Erken akıllan, geç yaşlan
Hayatınızda yaşlılık noktasına çok erken gelmek istemiyorsanız, bakış açınızı ve stratejileri daha erken yaşlarda oturtun. Kısacası; erken akıllanıp, geç yaşlanın!
Bu hafta, pek çok okuyucumun merakla beklediği ve nihayet aralıkta Remzi Kitabevi'nden piyasaya çıkacak ikinci kitabım 'Erken Akıllan, Geç Yaşlan'dan bahsetmek istiyorum. Sağlığı korumak için risk faktörlerini engellemenin ve sağlıklı yaşlanmanın önemini her gün daha fazla insan kavrıyor. Çünkü sağlıklı yaşlanmak, yaşlılıktan çok önce başlıyor. Nasıl yaşlandığımızı belirleyen en büyük faktör de nasıl yaşadığımız. Genellikle vücudun nasıl göründüğüne kafa yormaktan, nasıl hissettiğini fark etmiyoruz. Vücudun esnekliğini ve direncini kaybetmesini, ağrı ve sızıların artmasını; yaşlılığın kaçınılmaz sonucu olarak görüyoruz. Aslında yıllarca vücudun ihtiyaçlarını, bakımını ihmal etmiş olmanın, nerede durulacağını veya değişiklik yapılması gerektiğini bilmemenin sonuçları bunlar. Uzun çalışılan saatler, başarı için yüksek beklentiler, iş, eş, para ve kilo problemi derken tüm dengeniz ve sağlığınız bozulabilir. Ciddi sorunlarla, sıradan problemleri birbirinden ayıramayışımızla ve tümüne benzer şekilde reaksiyon gösterme alışkanlığımızla kendimizi yıpratıyoruz. Ve gün boyunca sabırsız, endişeli, bitkin veya huysuz yaşamak, kimliğimiz haline geliyor. Yani vücudun verdiği ihtiyaç sinyallerinden tamamen kopuk, her şeyin kontrolumuz altında olması için düşüncelerin yarışına kendimizi kaptırmış gidiyoruz çoğu zaman.

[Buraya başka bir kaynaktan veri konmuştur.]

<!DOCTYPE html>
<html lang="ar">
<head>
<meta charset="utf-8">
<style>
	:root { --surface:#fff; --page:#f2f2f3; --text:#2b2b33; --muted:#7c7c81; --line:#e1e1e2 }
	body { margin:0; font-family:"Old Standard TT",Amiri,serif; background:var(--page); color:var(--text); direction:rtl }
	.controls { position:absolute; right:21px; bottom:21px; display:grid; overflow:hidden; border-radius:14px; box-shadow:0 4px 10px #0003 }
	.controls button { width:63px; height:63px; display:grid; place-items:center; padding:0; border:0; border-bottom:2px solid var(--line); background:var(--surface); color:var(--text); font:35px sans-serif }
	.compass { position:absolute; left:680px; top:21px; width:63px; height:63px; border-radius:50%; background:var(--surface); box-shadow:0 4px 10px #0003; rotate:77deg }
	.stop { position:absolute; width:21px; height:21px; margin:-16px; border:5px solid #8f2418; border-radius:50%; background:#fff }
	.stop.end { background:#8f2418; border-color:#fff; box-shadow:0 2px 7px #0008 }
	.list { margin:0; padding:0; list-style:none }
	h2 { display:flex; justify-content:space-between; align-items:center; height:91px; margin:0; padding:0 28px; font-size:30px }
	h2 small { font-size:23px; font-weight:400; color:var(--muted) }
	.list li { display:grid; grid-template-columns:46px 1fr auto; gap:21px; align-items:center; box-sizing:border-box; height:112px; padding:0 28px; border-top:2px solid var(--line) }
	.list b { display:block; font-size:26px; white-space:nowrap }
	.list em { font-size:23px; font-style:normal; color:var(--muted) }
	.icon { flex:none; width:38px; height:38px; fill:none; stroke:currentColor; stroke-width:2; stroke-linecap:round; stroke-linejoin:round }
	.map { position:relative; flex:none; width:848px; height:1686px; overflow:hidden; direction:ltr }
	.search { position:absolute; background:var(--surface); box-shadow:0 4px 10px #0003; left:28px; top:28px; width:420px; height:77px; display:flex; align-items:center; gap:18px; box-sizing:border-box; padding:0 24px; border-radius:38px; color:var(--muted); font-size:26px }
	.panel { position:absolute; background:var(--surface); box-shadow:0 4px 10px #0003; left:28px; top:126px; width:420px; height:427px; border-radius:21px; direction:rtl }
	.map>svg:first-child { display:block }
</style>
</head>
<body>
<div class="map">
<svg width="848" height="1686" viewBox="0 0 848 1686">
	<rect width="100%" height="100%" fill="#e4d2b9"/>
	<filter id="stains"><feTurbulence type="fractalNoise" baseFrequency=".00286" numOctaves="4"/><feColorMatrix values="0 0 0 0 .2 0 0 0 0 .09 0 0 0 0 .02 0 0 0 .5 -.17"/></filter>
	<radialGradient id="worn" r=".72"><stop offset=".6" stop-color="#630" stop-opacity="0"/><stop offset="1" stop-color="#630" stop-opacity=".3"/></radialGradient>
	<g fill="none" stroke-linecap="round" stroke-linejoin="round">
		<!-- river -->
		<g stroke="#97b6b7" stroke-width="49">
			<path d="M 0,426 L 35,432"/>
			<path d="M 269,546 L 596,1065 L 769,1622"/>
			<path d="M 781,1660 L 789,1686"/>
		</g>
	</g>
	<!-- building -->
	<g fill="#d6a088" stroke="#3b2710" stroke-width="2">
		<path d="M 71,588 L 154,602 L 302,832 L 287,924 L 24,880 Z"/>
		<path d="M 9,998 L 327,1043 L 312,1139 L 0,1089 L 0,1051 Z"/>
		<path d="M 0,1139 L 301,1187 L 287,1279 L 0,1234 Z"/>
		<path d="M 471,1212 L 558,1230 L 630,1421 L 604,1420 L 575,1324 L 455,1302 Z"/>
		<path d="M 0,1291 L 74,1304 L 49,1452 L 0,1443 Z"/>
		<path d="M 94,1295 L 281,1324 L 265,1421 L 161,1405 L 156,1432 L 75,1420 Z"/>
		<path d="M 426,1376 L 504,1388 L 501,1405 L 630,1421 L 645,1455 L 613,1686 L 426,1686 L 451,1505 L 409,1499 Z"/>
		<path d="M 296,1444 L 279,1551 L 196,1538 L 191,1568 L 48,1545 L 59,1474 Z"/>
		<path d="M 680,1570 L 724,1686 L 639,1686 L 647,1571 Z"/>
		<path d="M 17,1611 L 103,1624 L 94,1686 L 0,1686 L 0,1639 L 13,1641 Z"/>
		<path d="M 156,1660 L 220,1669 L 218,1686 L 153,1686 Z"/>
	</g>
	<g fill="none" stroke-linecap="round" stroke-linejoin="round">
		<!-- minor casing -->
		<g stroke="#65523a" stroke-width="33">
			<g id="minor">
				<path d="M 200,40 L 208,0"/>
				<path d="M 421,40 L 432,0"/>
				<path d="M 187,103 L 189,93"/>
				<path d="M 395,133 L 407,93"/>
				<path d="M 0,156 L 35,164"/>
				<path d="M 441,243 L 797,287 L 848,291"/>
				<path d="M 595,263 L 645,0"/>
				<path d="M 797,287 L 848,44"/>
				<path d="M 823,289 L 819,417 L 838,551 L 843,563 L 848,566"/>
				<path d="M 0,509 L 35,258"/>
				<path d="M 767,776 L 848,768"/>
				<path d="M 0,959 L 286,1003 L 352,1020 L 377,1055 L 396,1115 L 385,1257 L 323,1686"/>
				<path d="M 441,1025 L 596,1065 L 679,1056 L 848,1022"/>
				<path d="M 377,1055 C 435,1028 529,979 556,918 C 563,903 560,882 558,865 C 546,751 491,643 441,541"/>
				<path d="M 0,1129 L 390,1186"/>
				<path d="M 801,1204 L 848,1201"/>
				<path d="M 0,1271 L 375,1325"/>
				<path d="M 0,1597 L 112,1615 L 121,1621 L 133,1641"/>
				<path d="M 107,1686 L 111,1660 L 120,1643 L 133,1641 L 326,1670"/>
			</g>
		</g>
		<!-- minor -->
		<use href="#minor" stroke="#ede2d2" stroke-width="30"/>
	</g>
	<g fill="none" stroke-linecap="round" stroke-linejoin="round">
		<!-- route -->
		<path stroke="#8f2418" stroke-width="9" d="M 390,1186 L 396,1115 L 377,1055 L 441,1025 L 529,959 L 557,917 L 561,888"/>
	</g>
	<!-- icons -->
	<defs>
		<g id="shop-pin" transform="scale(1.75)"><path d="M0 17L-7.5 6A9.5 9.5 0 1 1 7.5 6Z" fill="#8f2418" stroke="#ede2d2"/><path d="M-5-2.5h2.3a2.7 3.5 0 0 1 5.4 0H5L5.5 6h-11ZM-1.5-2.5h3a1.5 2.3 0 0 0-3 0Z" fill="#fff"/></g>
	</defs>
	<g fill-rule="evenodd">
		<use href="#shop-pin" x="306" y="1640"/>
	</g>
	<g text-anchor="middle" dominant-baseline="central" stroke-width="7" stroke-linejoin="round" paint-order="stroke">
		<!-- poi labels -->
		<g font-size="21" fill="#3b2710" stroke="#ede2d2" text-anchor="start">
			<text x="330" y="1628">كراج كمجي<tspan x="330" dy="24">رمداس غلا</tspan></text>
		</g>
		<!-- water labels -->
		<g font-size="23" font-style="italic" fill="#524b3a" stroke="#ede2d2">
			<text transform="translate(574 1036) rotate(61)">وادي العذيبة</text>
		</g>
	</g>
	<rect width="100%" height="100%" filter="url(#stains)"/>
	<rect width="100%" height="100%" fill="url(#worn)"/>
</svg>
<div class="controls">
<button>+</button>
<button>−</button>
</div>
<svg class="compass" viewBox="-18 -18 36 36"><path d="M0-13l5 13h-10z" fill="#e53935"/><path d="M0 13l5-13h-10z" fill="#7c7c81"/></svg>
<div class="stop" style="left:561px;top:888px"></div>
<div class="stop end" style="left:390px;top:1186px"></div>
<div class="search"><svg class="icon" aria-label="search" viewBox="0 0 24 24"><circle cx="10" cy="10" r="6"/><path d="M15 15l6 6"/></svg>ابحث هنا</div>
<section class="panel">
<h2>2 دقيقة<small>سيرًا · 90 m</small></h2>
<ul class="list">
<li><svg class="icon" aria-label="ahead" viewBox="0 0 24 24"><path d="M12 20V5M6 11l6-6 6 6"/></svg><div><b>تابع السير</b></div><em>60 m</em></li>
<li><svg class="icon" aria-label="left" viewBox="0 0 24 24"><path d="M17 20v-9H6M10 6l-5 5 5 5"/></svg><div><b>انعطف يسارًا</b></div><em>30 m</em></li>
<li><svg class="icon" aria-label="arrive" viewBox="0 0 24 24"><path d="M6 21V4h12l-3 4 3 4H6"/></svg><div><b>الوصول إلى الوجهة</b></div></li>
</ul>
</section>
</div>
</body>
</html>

'Hayat bu' değil! Pek çok insanın bu tip stres ile başa çıkma yöntemi nedir: Sigara, kahve, ağrı kesici gibi maddelere bağımlılık, saldırgan veya yüzleşmekten kaçınan davranış şekli... Bu kadar kendinizden kopuk yaşamanın vücuttaki baskısını bir düşünün; bu tip bir suiistimali vücut uzun süre kaldırır ama strese karşı yetersiz stratejinize, genlerinize, hayat tarzınıza ve yaşadığınız çevreye de bağlı olarak, bir yerden bir şekilde patlak verir. 'Hayat bu' deyip, geçmeyin. Hayatımızda bu noktalara (çok erken!) gelmememiz için gerekli duyarlılığı, bakış açısını ve stratejileri daha erken yaşta oturtma alışkanlığını yaratmamız gerekiyor.
Egonuzu yenin Bunun için sizlere nereden başlayabileceğinize ve bu alışkanlığı nasıl oturtabileceğinize dair adımlar öneriyorum kitabımda. Özellikle bizleri yıpratan düşünce şeklimize ve davranış alışkanlıklarımıza farklı bir yaklaşım. Bu demek değil ki, amaçlarınızdan ve uğraşlarınızdan vaz geçin. Tam tersi; gayet normal görünen hayatınıza devam edin ama tamamen başka, yeni bir perspektifle! Bir insanın yapması gereken şeyleri yapmaya devam edin, ama obsesif kompulsif (saplantılı) egonuzun esiri olmadan. Ulaşmaya çalıştıklarınız için uğraşın, ama bedeli sağlığınız ve sevdikleriniz olmasın. Bir şeyden korkabilirsiniz, ama korkunuz adım atmanızı engellemeyecek kadar olsun. Kolay değil; şimdiye kadar kimliğiniz olmuş inanç şeklinizden ve kompulsif düşüncenizden sıyrılıp, yeni bir bakış açısı oturtmak, zaman ve pratik isteyen bir değişim. Ama her şeyi kendi istediğimize uydurmak için kontrol etmeye çalışmak imkansız. Yani zor olanı, imkansız olana tercih edebilirsiniz. Değişebilme süreci, önce yaşama bugüne kadar nasıl yaklaştığınızı net bir şekilde görebilmekle başlar; erken yaşlanıp, geç akıllanmaktan. Uzun ömürlü olmak için yapacağınız pek çok şey, yaşam kalitenizi de arttıracaktır.